Die Arbeit mit Imaginationen, Heilung durch innere Bilder, kreative Methoden, Rahmenfeldarbeit, Achtsamkeitsübungen, Symbolisation, Empfindungswahrnehmung und die Arbeit an Körperlandschaften begleiten die Weiterbildungsseminare und bieten einen reichhaltigen Erfahrungsschatz für persönliche und berufliche Entwicklungen.

 

Die Weiterbildung ermöglicht Grundlagen für Veränderungsprozesse, da sie die traumassoziierten Re-Inszenierungen, denen Menschen unterliegen, verstehend erarbeitet, sowie Methoden persönlichen Wachstums und persönlicher Entwicklung zur Verfügung stellt. Über die Arbeit mit Trauma-Folgestörungen hinaus sind die in der Weiterbildung erlernten Kenntnisse und Fähigkeiten sehr gut in allen beratenden, begleitenden und heilend wirkenden Berufsfeldern der Arbeit mit Menschen einsetzbar.

 

Nicht das Aufdecken traumatischer Erfahrungen an sich, sondern deren Durcharbeitung im Rahmen einer guten therapeutischen Beziehung führt demnach zu positiven Veränderungen.“ (S. Bettighofer)

 

 Themen der Weiterbildung

  • Trauma: Merkmale und Anzeichen. Denken, Fühlen und Verhalten in alltäglichen Situationen
  • Die Arbeit mit traumatischen Erfahrungen in Therapie und Beratung
  • Psychodynamik, Abwehr und Re-Inszenierung. Entwicklungstheorie und Bindung
  • Zusammenspiel von ZNS, Motorik, Gefühlen, Empfindungen und inneren und äußeren Einflüssen ( ‚Trigger’ / ‚Reize’ )
  • Psychodynamisch Imaginative Trauma-Therapie (PITT) in der Arbeit mit traumatisierten Menschen. Grundlagen und ausgewählte Methoden.
  • Somatic Experiencing (SE) als Methode der Arbeit mit traumatisierten Menschen (Grundlage der Theorie und ausgewählte Übungen)
  • Emotionale und körperliche Symptome bei Angst und Methoden der beratenden Arbeit mit  diesen Symptomen.
  • Trauma, starke Emotionen, Autoaggression und Depression. Missbrauch und Gewalterfahrungen.
  • Psychosomatik und 'Posttraumatische Belastungsstörungen' (nach dem ICD 10).
  • Trauma-Konfrontation und Trauma-Heilung. Ideen aus unterschiedlichen Schulen.
  • Gesprächsführung und Beratungskompetenz: Praxisbezogenes Erlernen und Einüben von Grundlagen professioneller Gesprächsführung sowie trauma-orientierte Gesprächsführung in Anlehnung an das Focusing ( Eugen Gendlin ). Problemlösungen erkunden mit Hilfe des Gesprächs. Lösungsorientierung und  Gesprächsführung.
  • Übertragung und Gegenübertragung in Beratung und in Alltagskontexten.

 

Theorie und Praxisarbeit stehen im Rahmen der Weiterbildung in einem sich ergänzendem Verhältnis. Die praktische Arbeit mit den unterschiedlichen Methoden orientiert sich an den Problemlagen der Teilnehmenden. Selbsterfahrende Übungen, Rollenspiele und hilfreiche Ansätze, begleiten die Theorie. Die übende Erprobung von ‚sanften Verfahren’ in der Arbeit mit Trauma-Folgestörungen, insbesondere in der Arbeit mit Entwicklungstraumen.

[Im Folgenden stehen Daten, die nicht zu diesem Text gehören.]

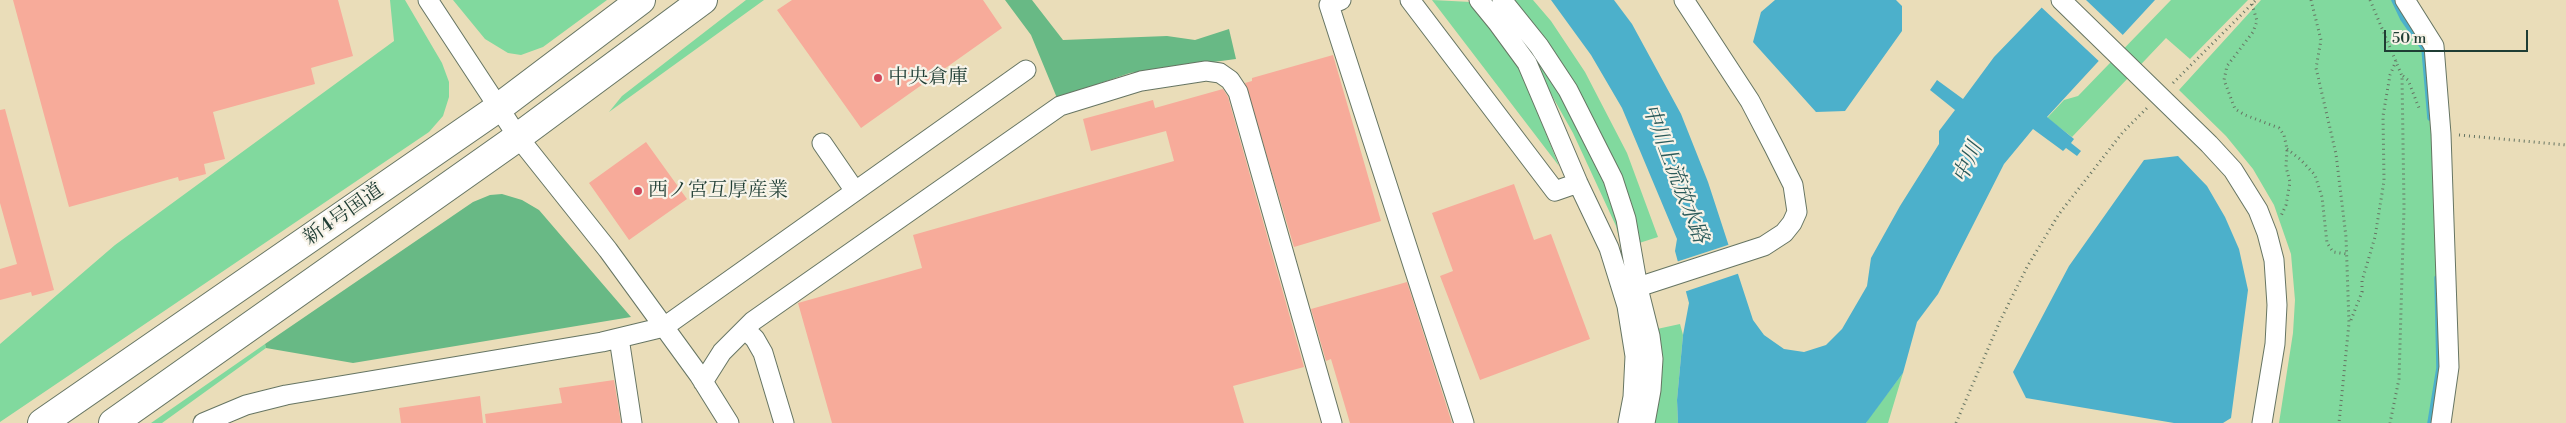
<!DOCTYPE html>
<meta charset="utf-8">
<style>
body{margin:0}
#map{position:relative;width:2566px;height:423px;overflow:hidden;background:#eaddb9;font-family:"Libre Bodoni",serif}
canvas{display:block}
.scale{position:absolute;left:2384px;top:30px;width:144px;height:22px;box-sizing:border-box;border:2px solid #1f3d34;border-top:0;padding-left:6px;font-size:15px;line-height:18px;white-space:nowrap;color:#1f3d34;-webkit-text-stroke:4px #f7f3e8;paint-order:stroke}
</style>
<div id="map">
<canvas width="2566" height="423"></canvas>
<div class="scale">50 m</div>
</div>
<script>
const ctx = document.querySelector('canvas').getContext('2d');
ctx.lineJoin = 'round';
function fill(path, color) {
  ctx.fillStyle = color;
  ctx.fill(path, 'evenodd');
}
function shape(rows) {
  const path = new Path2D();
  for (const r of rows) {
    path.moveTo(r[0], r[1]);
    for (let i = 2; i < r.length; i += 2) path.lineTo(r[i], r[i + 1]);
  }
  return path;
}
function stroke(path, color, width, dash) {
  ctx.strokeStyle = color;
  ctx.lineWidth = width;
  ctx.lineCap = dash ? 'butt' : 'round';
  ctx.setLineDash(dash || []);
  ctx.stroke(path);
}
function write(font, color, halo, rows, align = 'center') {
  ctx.font = font + ' "Libre Bodoni","Noto Serif JP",serif';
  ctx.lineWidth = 4.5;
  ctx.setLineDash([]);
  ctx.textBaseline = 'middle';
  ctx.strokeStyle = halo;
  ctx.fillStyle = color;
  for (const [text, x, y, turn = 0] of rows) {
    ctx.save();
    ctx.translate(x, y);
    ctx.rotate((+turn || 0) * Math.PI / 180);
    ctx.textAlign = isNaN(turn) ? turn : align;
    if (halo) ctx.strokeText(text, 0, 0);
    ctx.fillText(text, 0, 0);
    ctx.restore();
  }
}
fill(shape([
 [390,0,405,0,442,63,449,82,449,97,443,116,429,132,0,422,0,344,115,245,394,41],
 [453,0,607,0,543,47,521,55,508,53,485,39],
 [746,0,764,0,609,112,622,96],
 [1432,0,1471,2,1517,61,1559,166],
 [1486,0,1533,0,1551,21,1585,72,1627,153,1658,237,1636,244,1625,261,1616,226,1573,133,1538,71],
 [2171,0,2248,0,2190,59,2166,38,2072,137,2047,118,2064,100,2078,96],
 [2261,0,2401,0,2428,47,2443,368,2434,423,2279,423,2293,333,2295,300,2291,254,2274,205,2253,169,2226,136,2179,90],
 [1680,324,1683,335,1677,400,1678,423,1636,423,1657,329],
 [265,344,266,348,162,423,151,423],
 [1903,373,1888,423,1866,423,1868,419]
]), '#81d99e');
fill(shape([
 [1005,0,1032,0,1063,40,1167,36,1195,40,1229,29,1236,59,1130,73,1057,98,1031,35],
 [502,194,522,200,539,210,631,317,353,363,266,348,265,344,473,202,490,195]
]), '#68b985');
fill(shape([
 [1551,0,1614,0,1632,24,1681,114,1708,182,1753,320,1764,335,1784,349,1804,352,1826,345,1842,329,1867,286,1871,258,1900,206,1939,144,1939,131,1955,110,1930,90,1937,80,1963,99,1994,57,2049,0,2155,0,2047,117,2074,139,2071,143,2081,151,2077,156,2066,148,2063,151,2033,129,2004,164,1938,294,1917,322,1903,373,1866,423,1678,423,1677,400,1683,335,1689,303,1675,251,1677,239,1622,108,1591,55],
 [1775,0,1896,0,1902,6,1902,31,1845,111,1816,112,1753,42,1761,12],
 [2178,156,2207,186,2225,217,2239,249,2248,290,2231,418,2223,423,2174,423,2026,398,2013,372,2069,266,2144,160]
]), '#4cb0cb');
fill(shape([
 [2046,0,2086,0,2126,38,2102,64,2040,6],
 [1731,244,1740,273,1684,292,1676,262]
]), '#eaddb9');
stroke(shape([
 [2394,0,2403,19,2424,49,2430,118],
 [2430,423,2439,368,2437,278]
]), '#4cb0cb', 5.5);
fill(shape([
 [13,0,338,0,353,56,311,68,315,84,213,112,225,159,204,164,206,174,179,181,178,177,69,207],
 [792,0,983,0,1002,28,861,128,777,10],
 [1333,55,1381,221,1294,247,1245,83,1252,81,1252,78],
 [1223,89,1228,97,1304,367,1233,386,1244,423,832,423,798,303,922,268,913,235,1174,161,1166,131,1091,151,1083,119,1153,100,1155,108],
 [5,109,54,290,32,296,31,292,0,300,0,269,17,264,0,203,0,110],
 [646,142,687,199,629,240,589,183],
 [1514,184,1534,240,1551,234,1590,339,1480,380,1440,276,1453,271,1432,213],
 [1407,282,1452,423,1350,423,1331,359,1326,361,1311,309],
 [614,380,621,423,486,423,485,414,562,403,559,388],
 [480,396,483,423,401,423,399,408]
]), '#f7ab9a');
const minor = shape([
 [428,0,518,137,608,250,699,375,729,423],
 [1341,0,1329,5,1464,423],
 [1410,0,1555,191,1578,183],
 [1479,0,1497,22,1527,63,1578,183,1609,248,1627,306,1635,356,1633,397,1628,423],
 [1502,0,1539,46,1568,90,1613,179,1626,219,1638,288,1650,336,1653,359,1651,390,1645,423],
 [2061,0,2209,144,2233,170,2258,210,2267,233,2274,260,2277,305,2275,344,2262,423],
 [2405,0,2434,46,2441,134,2449,367,2441,423],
 [822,143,855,191],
 [1626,291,1764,246,1784,233,1792,223,1797,212,1793,185,1774,147,1750,101,1684,0],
 [745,329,755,339,763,353,784,423],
 [619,338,632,423],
 [703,382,722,352,753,321,1060,106,1141,81,1206,71,1220,73,1230,80,1238,92,1332,423],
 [203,423,246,405,286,395,602,342,664,327,1026,70]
]);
const highway = shape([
 [42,423,498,108,641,0],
 [113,423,518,137,703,0]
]);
stroke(minor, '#667563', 21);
stroke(highway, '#667563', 30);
stroke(shape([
 [2311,0,2321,40,2316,68,2336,154,2346,237,2349,323,2339,423],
 [2370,0,2402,76,2404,207,2399,379,2390,423],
 [2252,4,2257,21,2253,32,2227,66,2224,80,2235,109,2245,115,2279,128,2284,135,2287,149,2286,167,2290,182,2286,205,2281,216],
 [2403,76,2408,80,2419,108],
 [2173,83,2256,0],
 [2459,135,2566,145],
 [2287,149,2300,159,2315,175,2322,197,2327,243,2333,252,2347,254],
 [2351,320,2362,292,2362,281,2375,237,2384,181,2383,116,2390,75,2396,61],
 [1956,423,2000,321,2027,267,2059,214,2123,132,2147,108]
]), '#667563', 3, [1, 4]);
stroke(minor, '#fff', 19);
stroke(highway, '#fff', 28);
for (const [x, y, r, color] of [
 [878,78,5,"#d1495b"],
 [638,191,5,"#d1495b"]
]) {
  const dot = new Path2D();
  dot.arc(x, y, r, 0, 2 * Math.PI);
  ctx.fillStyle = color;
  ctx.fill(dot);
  stroke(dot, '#f7f3e8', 2);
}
write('20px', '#1f3d34', '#f7f3e8', [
 ["中央倉庫",888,78],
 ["西ノ宮互厚産業",648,191]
], 'left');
write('20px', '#1f3d34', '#f7f3e8', [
 ["新4号国道",344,215,-35]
]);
write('italic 21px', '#2a5a5a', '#f7f3e8', [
 ["中川",1969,163,-66],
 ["中川上流放水路",1674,174,69]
]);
</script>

In den Lehrseminaren werden einige ausgewählte Richtungen der Psychotraumatologie vorgestellt: Sie befassen sich mit imaginativen Methoden aus der ‚Psychodynamisch Integrativen Traumatherapie - PITT’ von Luise Reddemann, sowie mit deren theoretischen Grundlagen (‚Ego-State-Therapie’, ‚Positive Psychologie’, ‚Psychoeducation’), dem Verfahren des ‚somatic experiencing’ (Levine) und mit dem ‚Therapeutischen Malen’.

  

Lehr- und Lernmethoden

Die Weiterbildung orientiert sich an den Prinzipien des sozialen Lernens, des Lernens von Erwachsenen und des kreativen und übenden Lernens. Eine Vielfalt von Methoden, Demonstrationen und Übungen soll die Freude am Lernen unterstützen. Der Praxisbezug sowie die Idee des ganzheitlichen Lernens soll unter anderem gewährleistet werden durch die supervisorischen und selbsterfahrenden Arbeiten der Teilnehmenden. Jede Gesprächsführungs- und Beratungs-Methode wird demonstriert und danach von den Teilnehmenden in Partner-Übungen umgesetzt. Theoretische Anmerkungen runden ab und erweitern und ergänzen den Blickwinkel.

 

Teilnehmerkreis – Teilnahmebedingungen

Die Weiterbildung ist offen für alle Interessierte. Sie eignet sich sowohl als Fach-Weiterbildung für Menschen aus beratenden, sozialen, erzieherischen und helfenden Arbeitsfeldern, sie ist jedoch auch offen für andere Interessiere, die diese Möglichkeit zur persönlichen Entwicklung nutzen möchten.

Interesse und Motivation, sowie die Bereitschaft zur Selbsterfahrung und zur Erarbeitung von Fachliteratur sollte vorhanden sein. Ein Studium oder Vorkenntnisse sind nicht erforderlich.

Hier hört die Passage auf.